> _Available data_:
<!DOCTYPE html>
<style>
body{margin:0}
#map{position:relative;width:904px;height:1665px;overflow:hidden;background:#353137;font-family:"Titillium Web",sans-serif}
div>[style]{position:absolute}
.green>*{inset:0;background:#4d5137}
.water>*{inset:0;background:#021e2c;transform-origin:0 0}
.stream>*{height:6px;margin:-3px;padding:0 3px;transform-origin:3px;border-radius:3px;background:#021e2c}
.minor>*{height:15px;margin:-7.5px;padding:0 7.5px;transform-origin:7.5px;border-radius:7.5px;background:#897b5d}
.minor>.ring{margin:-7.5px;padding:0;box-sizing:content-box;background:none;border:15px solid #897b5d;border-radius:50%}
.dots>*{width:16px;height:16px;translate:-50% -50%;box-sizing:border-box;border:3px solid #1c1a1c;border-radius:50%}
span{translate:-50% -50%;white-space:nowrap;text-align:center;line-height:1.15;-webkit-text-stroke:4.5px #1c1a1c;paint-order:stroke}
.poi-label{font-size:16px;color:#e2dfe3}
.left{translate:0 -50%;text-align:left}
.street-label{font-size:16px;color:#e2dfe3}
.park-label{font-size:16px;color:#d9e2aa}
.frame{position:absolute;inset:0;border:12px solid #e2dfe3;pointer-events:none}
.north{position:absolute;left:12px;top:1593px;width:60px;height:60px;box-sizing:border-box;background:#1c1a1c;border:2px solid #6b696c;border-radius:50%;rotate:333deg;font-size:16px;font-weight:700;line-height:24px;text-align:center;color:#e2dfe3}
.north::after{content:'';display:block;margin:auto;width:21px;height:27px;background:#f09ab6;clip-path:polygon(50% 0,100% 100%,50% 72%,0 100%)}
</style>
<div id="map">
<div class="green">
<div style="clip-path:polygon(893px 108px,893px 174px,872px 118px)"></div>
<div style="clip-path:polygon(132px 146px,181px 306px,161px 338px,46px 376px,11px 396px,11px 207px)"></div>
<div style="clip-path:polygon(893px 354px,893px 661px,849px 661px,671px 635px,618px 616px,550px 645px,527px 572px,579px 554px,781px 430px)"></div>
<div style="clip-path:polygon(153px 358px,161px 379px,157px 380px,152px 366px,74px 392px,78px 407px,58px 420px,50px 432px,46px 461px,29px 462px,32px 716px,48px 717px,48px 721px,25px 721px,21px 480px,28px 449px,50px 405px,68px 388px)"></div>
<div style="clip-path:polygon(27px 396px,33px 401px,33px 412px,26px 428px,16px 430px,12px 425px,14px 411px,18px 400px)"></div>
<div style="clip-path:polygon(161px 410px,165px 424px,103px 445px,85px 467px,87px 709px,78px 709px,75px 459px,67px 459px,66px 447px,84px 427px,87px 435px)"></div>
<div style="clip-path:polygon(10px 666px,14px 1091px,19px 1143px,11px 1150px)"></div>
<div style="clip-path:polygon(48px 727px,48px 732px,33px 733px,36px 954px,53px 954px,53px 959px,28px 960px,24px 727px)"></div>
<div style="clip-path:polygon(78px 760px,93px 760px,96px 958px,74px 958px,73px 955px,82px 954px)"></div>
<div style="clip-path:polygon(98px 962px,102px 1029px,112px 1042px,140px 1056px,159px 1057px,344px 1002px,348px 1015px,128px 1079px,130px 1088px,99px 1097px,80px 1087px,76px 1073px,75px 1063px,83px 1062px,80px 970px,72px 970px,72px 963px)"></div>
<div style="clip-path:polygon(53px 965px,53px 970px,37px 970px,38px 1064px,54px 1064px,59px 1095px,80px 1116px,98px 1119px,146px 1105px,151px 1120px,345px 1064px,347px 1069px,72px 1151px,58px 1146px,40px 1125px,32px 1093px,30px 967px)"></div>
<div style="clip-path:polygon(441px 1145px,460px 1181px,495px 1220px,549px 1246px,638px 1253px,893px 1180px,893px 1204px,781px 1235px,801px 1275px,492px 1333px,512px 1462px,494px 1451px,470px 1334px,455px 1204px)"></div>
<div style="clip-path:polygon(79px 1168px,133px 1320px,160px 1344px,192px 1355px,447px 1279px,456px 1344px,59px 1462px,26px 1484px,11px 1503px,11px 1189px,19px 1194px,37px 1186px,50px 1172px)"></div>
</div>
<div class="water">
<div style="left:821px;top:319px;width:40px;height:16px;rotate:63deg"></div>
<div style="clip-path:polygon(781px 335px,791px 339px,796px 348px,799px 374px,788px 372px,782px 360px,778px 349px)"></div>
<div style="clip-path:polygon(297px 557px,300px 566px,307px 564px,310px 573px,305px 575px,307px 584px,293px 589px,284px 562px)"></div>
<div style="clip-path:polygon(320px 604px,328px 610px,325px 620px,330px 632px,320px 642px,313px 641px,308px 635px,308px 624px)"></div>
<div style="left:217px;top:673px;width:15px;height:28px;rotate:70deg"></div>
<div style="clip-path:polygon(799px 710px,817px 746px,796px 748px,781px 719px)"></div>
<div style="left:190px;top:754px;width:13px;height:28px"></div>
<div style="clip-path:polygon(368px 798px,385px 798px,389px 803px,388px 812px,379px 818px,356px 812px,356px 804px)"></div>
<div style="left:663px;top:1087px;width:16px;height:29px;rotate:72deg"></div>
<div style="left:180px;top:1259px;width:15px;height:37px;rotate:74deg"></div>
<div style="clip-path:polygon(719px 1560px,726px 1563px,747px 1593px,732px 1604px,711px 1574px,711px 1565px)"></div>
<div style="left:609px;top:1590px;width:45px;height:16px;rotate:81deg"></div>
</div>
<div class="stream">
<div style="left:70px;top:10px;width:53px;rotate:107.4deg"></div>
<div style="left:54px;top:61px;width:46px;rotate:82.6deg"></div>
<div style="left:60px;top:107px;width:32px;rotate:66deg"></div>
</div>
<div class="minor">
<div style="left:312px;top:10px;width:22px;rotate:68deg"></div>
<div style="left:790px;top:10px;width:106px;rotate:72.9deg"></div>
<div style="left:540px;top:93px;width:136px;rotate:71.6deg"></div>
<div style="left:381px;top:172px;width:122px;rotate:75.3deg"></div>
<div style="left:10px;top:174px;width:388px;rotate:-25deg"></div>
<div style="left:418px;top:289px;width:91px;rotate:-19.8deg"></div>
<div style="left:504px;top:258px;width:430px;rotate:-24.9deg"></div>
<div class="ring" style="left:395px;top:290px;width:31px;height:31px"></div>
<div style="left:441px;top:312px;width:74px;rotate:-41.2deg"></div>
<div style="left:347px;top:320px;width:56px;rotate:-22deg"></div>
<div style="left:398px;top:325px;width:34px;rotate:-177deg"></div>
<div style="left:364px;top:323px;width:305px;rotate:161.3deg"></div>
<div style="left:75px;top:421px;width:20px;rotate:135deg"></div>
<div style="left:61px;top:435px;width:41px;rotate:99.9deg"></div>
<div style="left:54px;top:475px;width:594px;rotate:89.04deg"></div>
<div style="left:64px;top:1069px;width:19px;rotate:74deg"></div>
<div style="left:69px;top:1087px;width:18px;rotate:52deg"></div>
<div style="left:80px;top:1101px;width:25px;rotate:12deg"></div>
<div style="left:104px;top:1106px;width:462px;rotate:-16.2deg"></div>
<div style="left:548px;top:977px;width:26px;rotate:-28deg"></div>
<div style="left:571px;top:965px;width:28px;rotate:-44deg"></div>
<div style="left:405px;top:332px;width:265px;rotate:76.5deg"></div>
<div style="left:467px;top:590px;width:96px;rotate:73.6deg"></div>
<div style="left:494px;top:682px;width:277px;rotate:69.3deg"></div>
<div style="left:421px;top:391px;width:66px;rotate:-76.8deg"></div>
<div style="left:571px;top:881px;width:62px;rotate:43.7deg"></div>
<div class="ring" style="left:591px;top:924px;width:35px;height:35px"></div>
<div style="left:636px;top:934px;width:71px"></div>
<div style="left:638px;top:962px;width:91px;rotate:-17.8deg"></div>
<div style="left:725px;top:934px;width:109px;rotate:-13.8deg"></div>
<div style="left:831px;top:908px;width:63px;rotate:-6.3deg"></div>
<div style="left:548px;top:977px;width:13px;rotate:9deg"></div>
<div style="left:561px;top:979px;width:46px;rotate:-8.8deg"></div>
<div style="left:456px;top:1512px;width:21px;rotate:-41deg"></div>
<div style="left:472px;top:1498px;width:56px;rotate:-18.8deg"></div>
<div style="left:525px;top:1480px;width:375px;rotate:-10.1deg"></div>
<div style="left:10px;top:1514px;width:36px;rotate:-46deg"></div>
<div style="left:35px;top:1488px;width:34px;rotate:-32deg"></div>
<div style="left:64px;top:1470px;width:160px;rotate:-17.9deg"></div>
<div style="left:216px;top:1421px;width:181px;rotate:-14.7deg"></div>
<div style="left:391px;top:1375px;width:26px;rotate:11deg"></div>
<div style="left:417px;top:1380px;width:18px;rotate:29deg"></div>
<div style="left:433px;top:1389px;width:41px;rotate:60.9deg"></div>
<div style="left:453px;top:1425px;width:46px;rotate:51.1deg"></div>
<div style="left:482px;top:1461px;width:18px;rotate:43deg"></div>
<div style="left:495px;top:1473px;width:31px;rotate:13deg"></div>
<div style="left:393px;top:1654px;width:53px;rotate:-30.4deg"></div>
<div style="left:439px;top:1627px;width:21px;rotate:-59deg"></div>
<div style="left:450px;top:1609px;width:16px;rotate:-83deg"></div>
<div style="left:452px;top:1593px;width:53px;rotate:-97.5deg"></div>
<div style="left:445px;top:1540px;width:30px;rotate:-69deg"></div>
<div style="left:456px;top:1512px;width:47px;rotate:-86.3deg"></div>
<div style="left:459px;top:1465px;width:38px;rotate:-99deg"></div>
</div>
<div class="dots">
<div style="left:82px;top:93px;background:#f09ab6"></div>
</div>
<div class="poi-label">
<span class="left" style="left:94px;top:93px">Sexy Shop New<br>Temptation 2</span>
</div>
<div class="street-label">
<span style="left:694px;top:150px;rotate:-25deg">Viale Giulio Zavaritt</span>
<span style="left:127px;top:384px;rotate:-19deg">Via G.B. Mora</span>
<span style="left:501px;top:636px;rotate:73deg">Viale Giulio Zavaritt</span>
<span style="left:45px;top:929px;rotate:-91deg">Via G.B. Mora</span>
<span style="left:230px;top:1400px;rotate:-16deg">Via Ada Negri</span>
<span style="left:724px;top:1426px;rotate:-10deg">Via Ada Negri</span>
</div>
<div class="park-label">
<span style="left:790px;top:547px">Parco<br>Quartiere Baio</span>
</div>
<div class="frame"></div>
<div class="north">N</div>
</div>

> _Work instructions_:
Filter the entries down to the lines containing "water". Copy each of those lines.

> _Answer space_:
.water>*{inset:0;background:#021e2c;transform-origin:0 0}
<div class="water">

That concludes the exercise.